Mi mujer se regaló un aumento de pecho por su quincuagésimo cumpleaños
Sin tomarse la educada consideración de preguntarme, mi mujer se regaló un aumento de pecho por su quincuagésimo cumpleaños; sí, se puso unas tetas de, calculo yo, cinco kilos cada una.
Ella siempre ha sido coqueta, de mucho maquillaje, peluquería, joyas llamativas y ropa buena perfectamente complementada, pero en los últimos años se le veía cada vez más impacientada con su aspecto, como agarrándose ansiosa a un minúsculo saliente que, pensaba yo, sabía que pronto desaparecería y la dejaría caer a la justiciera madurez, con sus sofocos, sus carnes colgantes, sus sobrios cortes de pelo y sus ropas discretas e inteligentemente diseñadas para ocultar las descompensaciones y fallas que el paso del tiempo va colocando caprichosamente en los cuerpos.
De modo que se puso aquellas cosas enormes y repulsivas, que convirtieron en invisible el resto de su anatomía, como si produjeran en quienes se situaban delante de ellas una potente abducción psíquica y una irremediable aberración visual. [Bebe un pequeño trago del vaso de agua que ha solicitado al principio de la entrevista.]

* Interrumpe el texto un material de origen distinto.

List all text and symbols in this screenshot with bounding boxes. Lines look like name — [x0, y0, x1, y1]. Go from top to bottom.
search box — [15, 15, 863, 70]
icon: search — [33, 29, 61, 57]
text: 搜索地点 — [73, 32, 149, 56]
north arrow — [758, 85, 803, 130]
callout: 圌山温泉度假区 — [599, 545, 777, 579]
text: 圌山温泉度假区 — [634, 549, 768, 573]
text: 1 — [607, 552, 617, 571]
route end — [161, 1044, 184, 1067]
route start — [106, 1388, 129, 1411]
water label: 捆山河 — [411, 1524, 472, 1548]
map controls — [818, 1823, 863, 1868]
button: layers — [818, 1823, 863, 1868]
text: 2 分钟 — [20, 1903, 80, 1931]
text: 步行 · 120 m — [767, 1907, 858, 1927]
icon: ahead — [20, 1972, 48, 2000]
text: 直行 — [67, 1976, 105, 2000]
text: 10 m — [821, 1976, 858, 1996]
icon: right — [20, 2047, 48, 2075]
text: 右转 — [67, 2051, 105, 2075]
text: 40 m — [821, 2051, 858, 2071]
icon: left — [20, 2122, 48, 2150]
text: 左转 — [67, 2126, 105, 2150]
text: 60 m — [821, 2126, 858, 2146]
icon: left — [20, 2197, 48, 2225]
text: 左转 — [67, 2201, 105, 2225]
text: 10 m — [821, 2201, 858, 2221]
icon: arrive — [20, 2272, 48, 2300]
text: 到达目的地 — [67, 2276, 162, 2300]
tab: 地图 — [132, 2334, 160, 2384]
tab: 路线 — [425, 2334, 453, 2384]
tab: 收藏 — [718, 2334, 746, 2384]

Esos efectos, que ella interpretó como un éxito, la envalentonaron, y a los dos meses entró en el quirófano para una completa remodelación facial. No es fácil decir si hubo mala praxis (el abogado especializado en estos casos nos dijo que, parte por parte, sería complicado demostrar que los resultados no se corresponden con lo que se esperaba, aunque en conjunto la consecuencia sea un semblante desafortunadamente carente de gracia o armonía) o simplemente las expectativas eran demasiado optimistas o fantasiosas, pero el resultado es que su cara se ha convertido completamente en la máscara de una película de terror barata.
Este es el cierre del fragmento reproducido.